Holistics always make a mess, squeeze it from the middle, never roll it up and can’t be bothered to put the cap on which drives true analytics crazy.
> Going Shopping:
Analytics make shopping lists, plan every purchase and spend their money - even if they have lots of it - very wisely and hardly ever on unnecessary items.
Holistics, however, love shopping and do it spontaneously. They loathe shopping lists, and when they do write one, they usually leave it at home and buy things that are not on the list. And what’s even worse, they hardly ever know precisely where their money has gone.
Reflect on your own relationships, your daily life and you will realise the number of examples is endless.
Marriages, the most committed form of relationships, go wrong when husband and wife fail to acknowledge, or begin to resent each other’s complementary differences especially after years of living together.
So, what’s the message in all that? You may have already guessed and it can’t be said often enough: Know Thyself!
It might sound like a paradox, but the better you know yourself, the more chances you have to understand others and the more likely it is that you will get on with them, especially with your nearest and dearest. Living together with people who have opposite styles is not easy but knowing their styles and understanding why they act as they do, leads to more tolerance and has been the saving grace in many a relationships.

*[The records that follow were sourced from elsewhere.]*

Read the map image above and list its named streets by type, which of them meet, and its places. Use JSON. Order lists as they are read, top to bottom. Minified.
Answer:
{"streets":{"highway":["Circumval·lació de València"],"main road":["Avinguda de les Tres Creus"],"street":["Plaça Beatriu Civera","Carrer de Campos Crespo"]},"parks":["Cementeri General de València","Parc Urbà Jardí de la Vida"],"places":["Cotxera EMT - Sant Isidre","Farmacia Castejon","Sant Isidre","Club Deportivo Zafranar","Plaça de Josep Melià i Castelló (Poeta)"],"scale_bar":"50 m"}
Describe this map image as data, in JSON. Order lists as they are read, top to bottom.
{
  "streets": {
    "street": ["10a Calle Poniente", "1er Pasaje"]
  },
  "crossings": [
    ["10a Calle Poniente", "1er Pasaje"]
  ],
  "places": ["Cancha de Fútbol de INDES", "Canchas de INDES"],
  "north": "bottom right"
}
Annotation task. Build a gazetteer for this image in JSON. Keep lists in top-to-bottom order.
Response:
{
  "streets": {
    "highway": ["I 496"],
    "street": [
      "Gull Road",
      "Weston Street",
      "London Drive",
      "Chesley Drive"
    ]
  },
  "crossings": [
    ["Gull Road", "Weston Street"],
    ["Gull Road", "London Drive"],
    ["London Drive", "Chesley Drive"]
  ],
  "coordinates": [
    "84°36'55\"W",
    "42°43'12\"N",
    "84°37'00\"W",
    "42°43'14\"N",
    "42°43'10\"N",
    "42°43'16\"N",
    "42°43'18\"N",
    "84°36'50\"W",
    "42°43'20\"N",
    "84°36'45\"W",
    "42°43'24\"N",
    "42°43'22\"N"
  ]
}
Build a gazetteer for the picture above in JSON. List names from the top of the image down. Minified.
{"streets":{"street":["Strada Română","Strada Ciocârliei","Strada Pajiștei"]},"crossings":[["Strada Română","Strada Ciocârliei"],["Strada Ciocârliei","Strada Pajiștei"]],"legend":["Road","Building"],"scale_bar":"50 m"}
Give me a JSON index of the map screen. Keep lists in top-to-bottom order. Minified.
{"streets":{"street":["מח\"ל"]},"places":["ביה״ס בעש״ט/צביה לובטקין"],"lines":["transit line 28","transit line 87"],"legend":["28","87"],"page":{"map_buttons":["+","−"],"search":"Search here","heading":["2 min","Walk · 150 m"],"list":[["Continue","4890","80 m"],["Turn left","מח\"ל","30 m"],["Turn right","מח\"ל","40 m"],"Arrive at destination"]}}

Some things never change: the real YOU
Increased self-knowledge will give you yet another advantage: you will realise who you really are, what makes you tick, what you can change and what you can’t. By understanding your personal style features, your preferences, your flexibilities, your dislikes, and even your intelligence factors more accurately, you will also realise what your core qualities are.
These insights are particularly important when you are under stress or encounter adverse situations. Based on the unique way your brain works, you will always fall back into your basic style features under such conditions because your brain will go into survival mode.
It has to, because under threat it cannot and will not consider options; all it will do is help you survive, whatever ‘survive’ might mean to you. And that can sometimes be a nasty surprise when you don’t know your basic patterns of your behaviour, your thinking, learning or acting - in other words, your real YOU.
Let me illustrate this with the following example:
When things are going well, everything is to your liking, your needs are met, and you can do things your way, you will most certainly feel comfortable, probably enjoy yourself and also be able to display flexibility when necessary and appropriate.
You cruise along, are satisfied with your accomplishments, probably like yourself for that, and you notice that you are in harmony with others, you are nice to them and in return, they are nice to you.
And then something happens - something unexpected and unpleasant, upsetting the whole pleasant scenario. Unless you are an incredibly balanced person or know yourself extremely well, you will notice that within a very short period of time – often within moments – your behaviour and your style changes, most often to the negative.
In such situations people often display behaviour so very different from their usual one, and do or say things they later regret. These can be times when people hardly recognise their partners or workmates because all of a sudden they are so different from their usual self. Often they don’t even recognise themselves, may get very upset and wonder what has gotten into them. These mechanisms can repeat themselves time and again, and people have no clue how to break their patterns.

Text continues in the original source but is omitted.